What do you reckon on that? The export takes over an hour in this database (there are around 15,000 documents in the view), and the end-result still has to be manually imported into one’s reporting package of choice (MS Excel). How would you go about addressing this? For a start, why not use COM? Go straight to Excel. The Lotusscript agent isn’t readily portable, and does not lend itself to tweaks. It skims NotesDocument
objects instead of using the far more efficient NotesViewEntry
class. The string concatenation is an abomination, the resulting export file is horrible, and the code itself, when printed, takes up four sheets of A4. It also crashes my Notes client spectacularly nine times out of ten. First time I’ve seen a RBOD in Notes 6.5! Oh yes, the database contains at least three implementations of this anti-pattern, each fundamentally the same, just tailored for their respective views. Code re-use anyone?!?
Bring on your tales…
I think you've hit on an important one, though: messing with standard Domino UI features like save shortcuts, action buttons or copy/paste. Applications that force their own UI conventions without huge gains in usability or safety are a real pain.Nik Shenoy#
(Cunning pseudonym BTW badger!)Ben Poole#
My usual reponse to this kind of code is a quick re-write and loud grumblings about people learning about functional programming. Some day someone will listen and I'll be out of a job.
;)John Marshall#
boy, some people are just mean!
;-)jonvon#
Admittedly the chap wasn't really a Notes developer and knew very little about the object model and properties. I'fact, I thought it was rather an ingenious solution. I can only imagine him thinking 'Notes is so crap. I wish there was a way to just tell the document not to save itself.'Colin Pretorius#
Thats nothing Ben. I once had to rationalise another "developers" lotusscript which was 60 pages of A4. The script was intended to do something involving appointments and calendars but instead of writing functions and subs the developer had copied and pasted their orginal code and changed just changed a couple of variables each time, such as the day. It was so big that they had had to take all the comments out because it would no longer save.

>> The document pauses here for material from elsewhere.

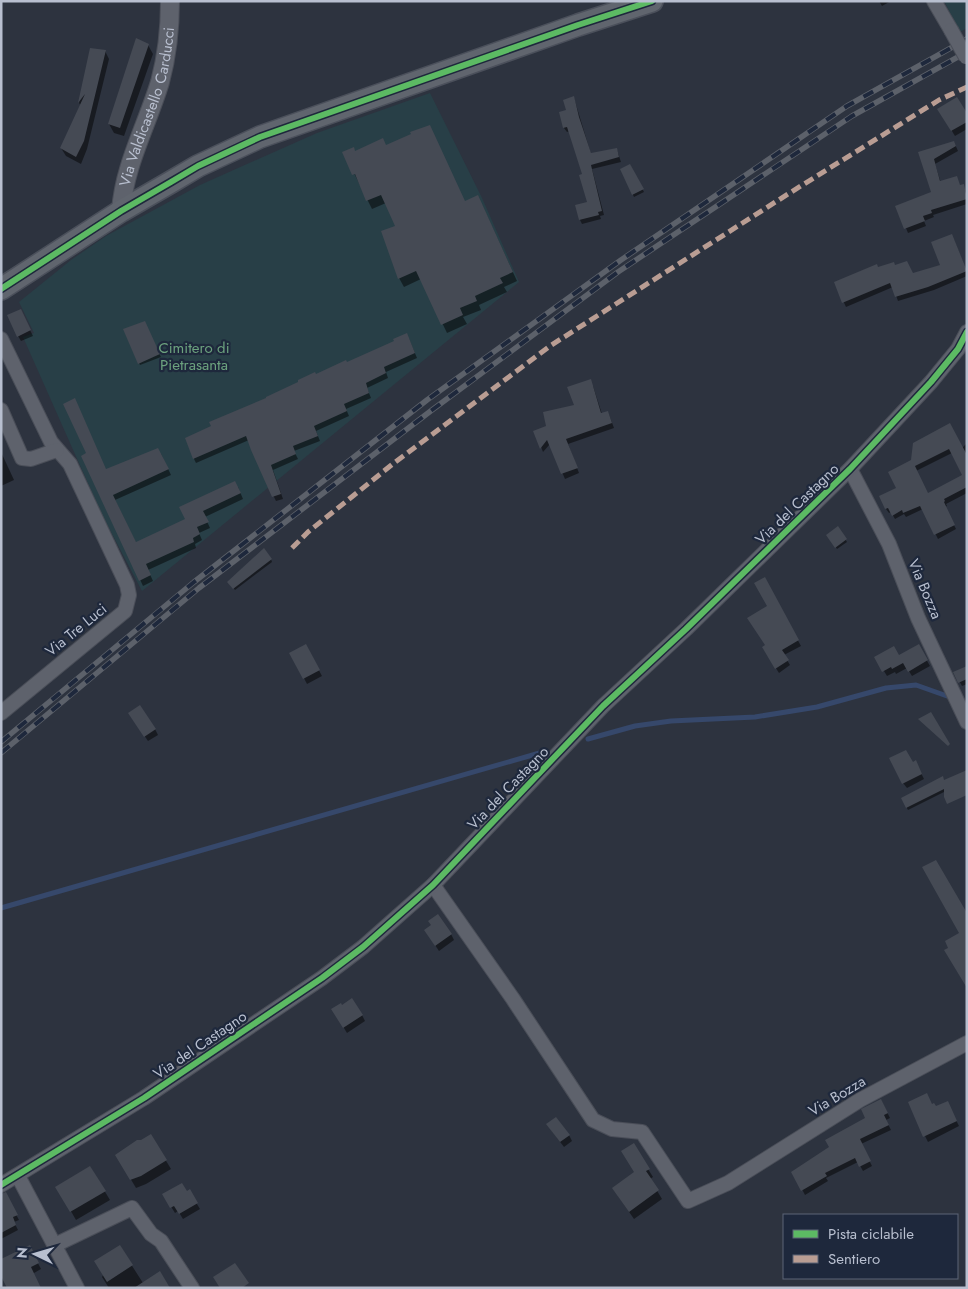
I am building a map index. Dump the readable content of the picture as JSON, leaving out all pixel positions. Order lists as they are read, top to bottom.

Just one long big if statement….urghhhh!Ed#
With my example, I picked on this code being that long because what it does is so … simple. There’s just no need for that kind of nonsense.
As for your example Colin, oh that was beautiful :-D Ben Poole#
Sounds like Notes to me :)
With regards to the topic, i'd be interested to see the shonky code I wrote when I was first learning Notes compared to the shonky code i'm writing now. Unfortunately that was at another company and i've since misplaced my "backups".Marcin#
Put's into perspective how bad the orginal was.
Volker, I think the manager must have been impressed with that mammoth piece of scripting because the 'developer' went one rung up the career ladder and became a senior developer. Maybe there's non technical benifts to be had from writing bad apps.
Ed#
My Principle: Some don't stop there…
Colin Pretorius#
My advise would be to test it try it and optimise your codedesign so that when the bug reveals itself again in R6 you can easily re-engineer it to support the handling with the viewobject, YEH for Notes :-)
Edwin Lucke#
(Says he, the expert ;-).
Kinda makes one wish something like Notes were *koff* open-source *koff*, don't it?Colin Pretorius#
I once wrote a LotusScript agent that was four or six pages long, and didn't use functions at all. Code re-use? Bah! Nope, this thing just turndled through a MASSIVE loop, applying all sorts of criteria to the documents it was handling.
In my defence, I was going to tidy it up and export all the re-usable bits into functions once it actually worked. The app was a grou-calendar affair - it aggregated everyone's calendar by trawling them all and copying the documents into a database. It didn't copy anything that already existed, but would copy updated (edited) documents since its last trawl. It also had to remove any old documents (appointments 7 days in the past or older) - unless they were repeating documents. This was in the R4.6 days, and if you remember how it handled repeating documents you can guess where most of the kludges were^W^Wwork was happening in this app!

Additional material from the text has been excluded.